For my kids and theirs

Saturday, March30, 2024

The big tree at Big Tree Park, Glendora, CA. CarolAnn and I lived half a block away. Photo by Jeremy Bishop on Unsplash

I wish I knew more about the lives of my parents and theirs. My dad, born in 1929, was of a generation that believed children should be seen and not heard. It sounds mean but it was common sense at the time. Dad just figured if I were going to be in the room with adults it would be better for all of us if I sat quietly and just listened. I could learn and they wouldn’t be bothered by my childish interruptions. That probably makes some sense but it didn’t allow me to ask questions.

The attitude extended to what amounted to an information blackout. The grownups wouldn’t tell me much about their younger lives. They’d drop a little nugget here and there but if I asked a follow-up question or two we soon got to the point where I was told, “That was a long time ago. Go outside and play.”

My childhood was a long time ago and I still want to know more about the people who gave me life, loved, and taught me. That’s why I write these essays so that my kids and theirs can know me better than conversation ever allowed.

Wouldn’t it be wonderful if we could learn about our ancestors back many generations if our grandparents could introduce us to theirs and so on over the decades and centuries past? If we could get an idea of who we are and why we belong here, wouldn’t we take ourselves a bit more seriously?

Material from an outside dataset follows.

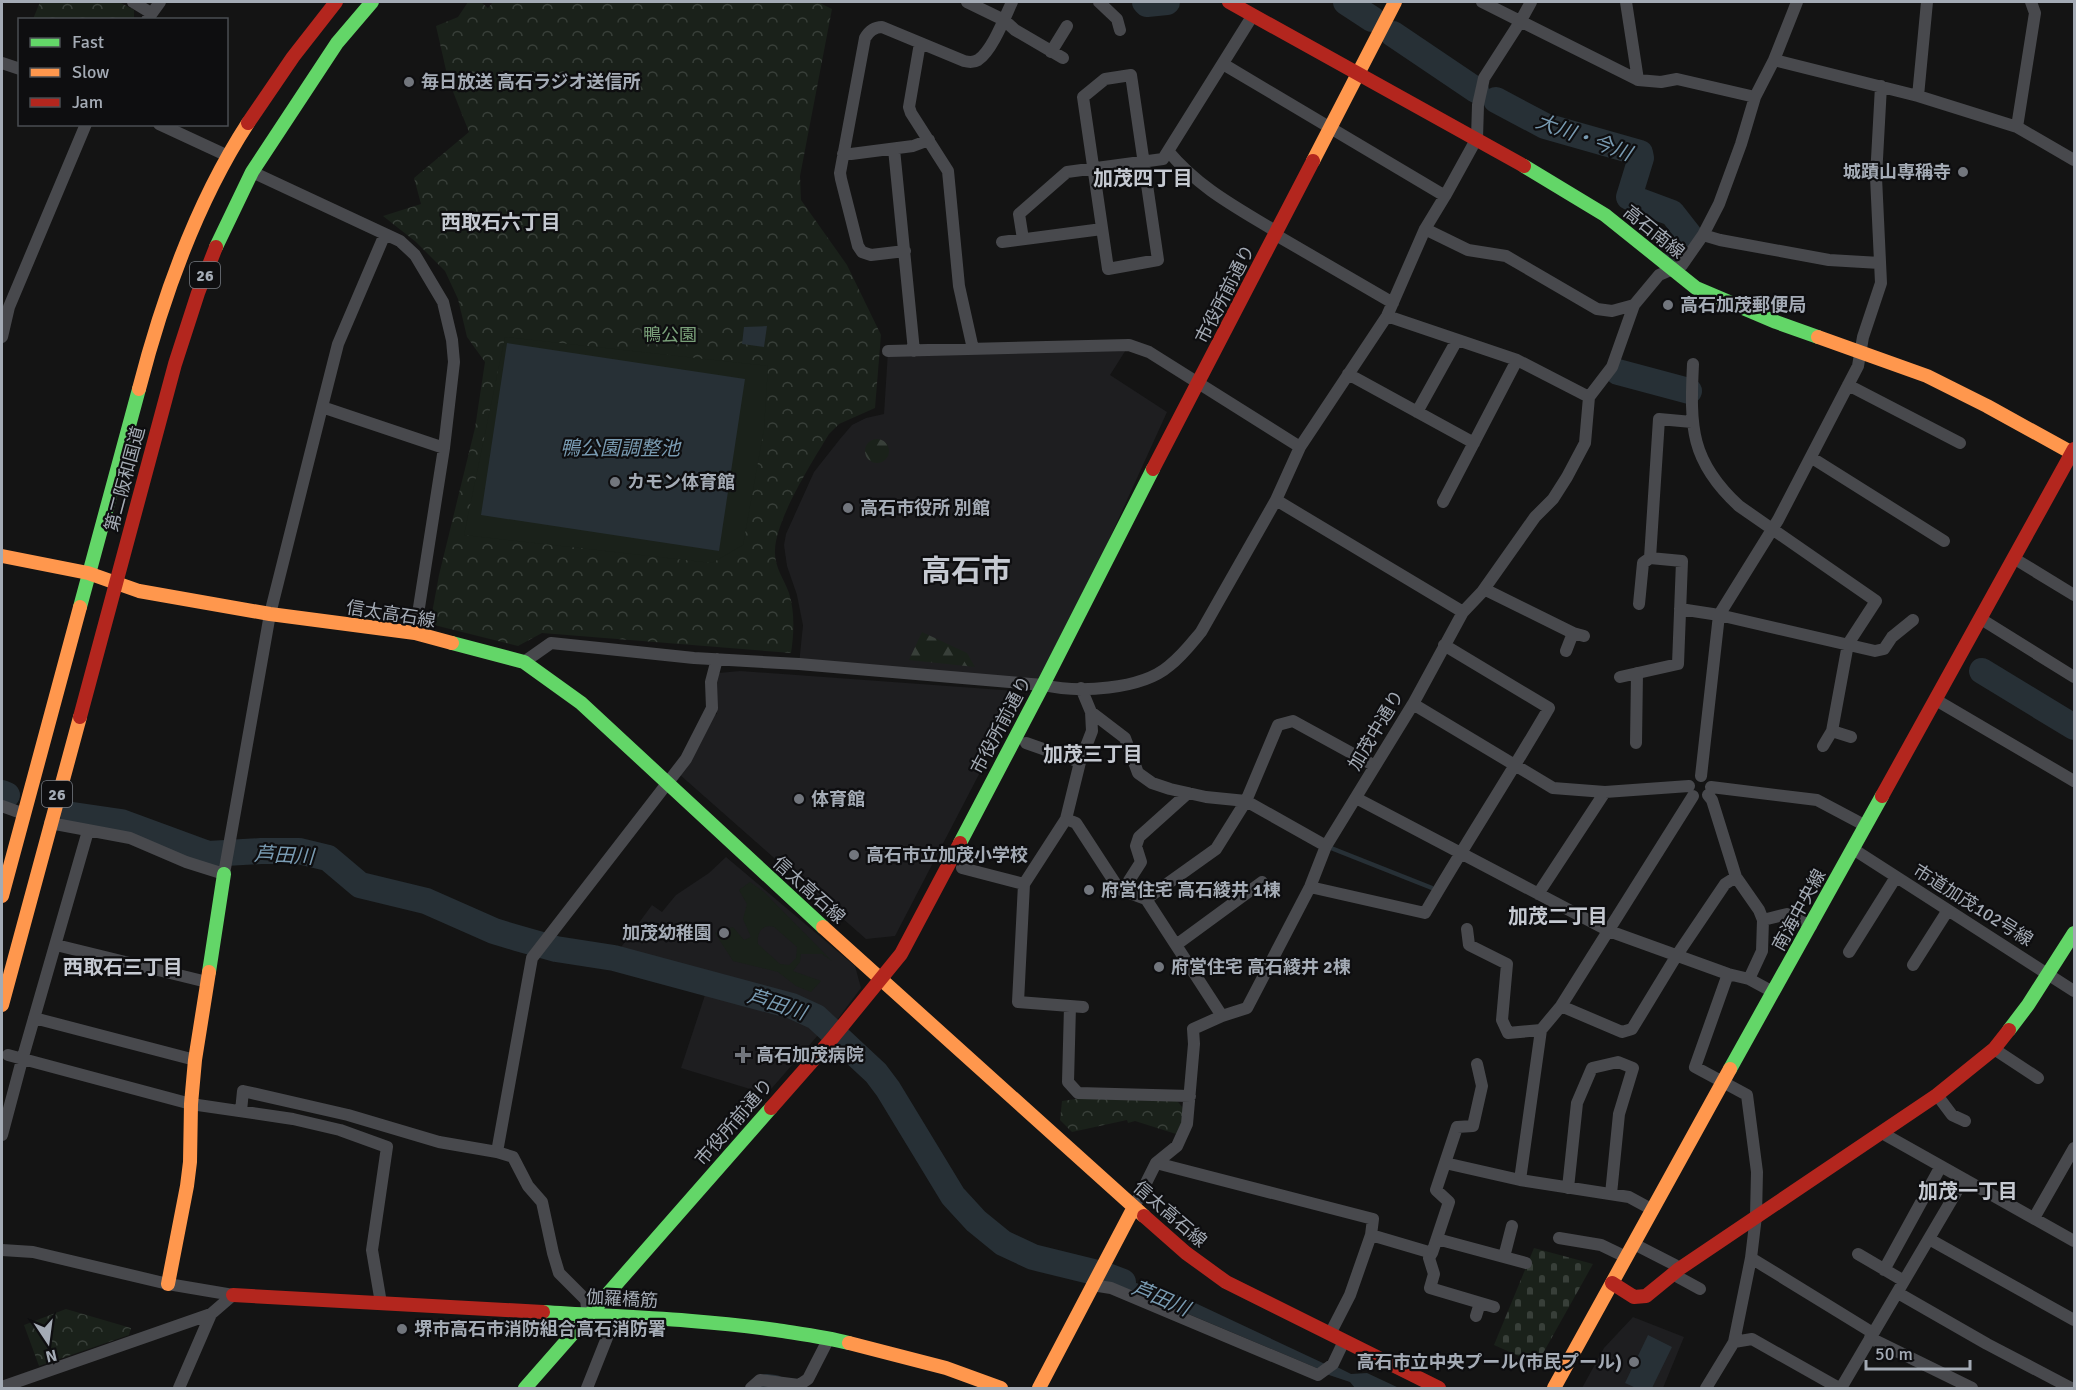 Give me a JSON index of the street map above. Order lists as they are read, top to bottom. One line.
{"streets":{"main road":["高石南線","26","市役所前通り","第二阪和国道","信太高石線","南海中央線","伽羅橋筋"],"street":["加茂中通り","市道加茂102号線"]},"crossings":[["高石南線","市役所前通り"],["高石南線","南海中央線"],["市役所前通り","信太高石線"],["市役所前通り","伽羅橋筋"],["第二阪和国道","信太高石線"],["信太高石線","加茂中通り"],["市道加茂102号線","南海中央線"]],"districts":["加茂四丁目","西取石六丁目","高石市","加茂三丁目","加茂二丁目","西取石三丁目","加茂一丁目"],"water":["大川・今川","鴨公園調整池","芦田川"],"parks":["鴨公園"],"places":{"other":["毎日放送 高石ラジオ送信所","城蹟山専稱寺","高石加茂郵便局","カモン体育館","高石市役所 別館","体育館","高石市立加茂小学校","府営住宅 高石綾井 1棟","加茂幼稚園","府営住宅 高石綾井 2棟","堺市高石市消防組合高石消防署","高石市立中央プール(市民プール)"],"health":["高石加茂病院"]},"legend":["Fast","Slow","Jam"],"scale_bar":"50 m","north":"bottom"}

Maybe we’d try a little harder to be worthy of the chain that binds the family to humanity.

We are all the sum of many; we are each the result of thousands of loves.

 

Terry Nelson lives

Terry Nelson on KROY, 1973. Copyright @Jeff March

I believe we leave traces of ourselves everywhere we go and among everyone we meet. Over a lifetime these fragments of others meld with our own essence to create the people we are.

My special friend, Terry Nelson, has apparently died. I say apparently because it’s something I can’t yet accept. It just doesn’t make sense.

Of all the people I’ve known Terry is one of the few whose very existence inclines me to believe in God, His goodness and His famously mysterious ways.

I wish I could tell Terry that. He’d laugh like hell and say, “Man, we need to get you another drink.”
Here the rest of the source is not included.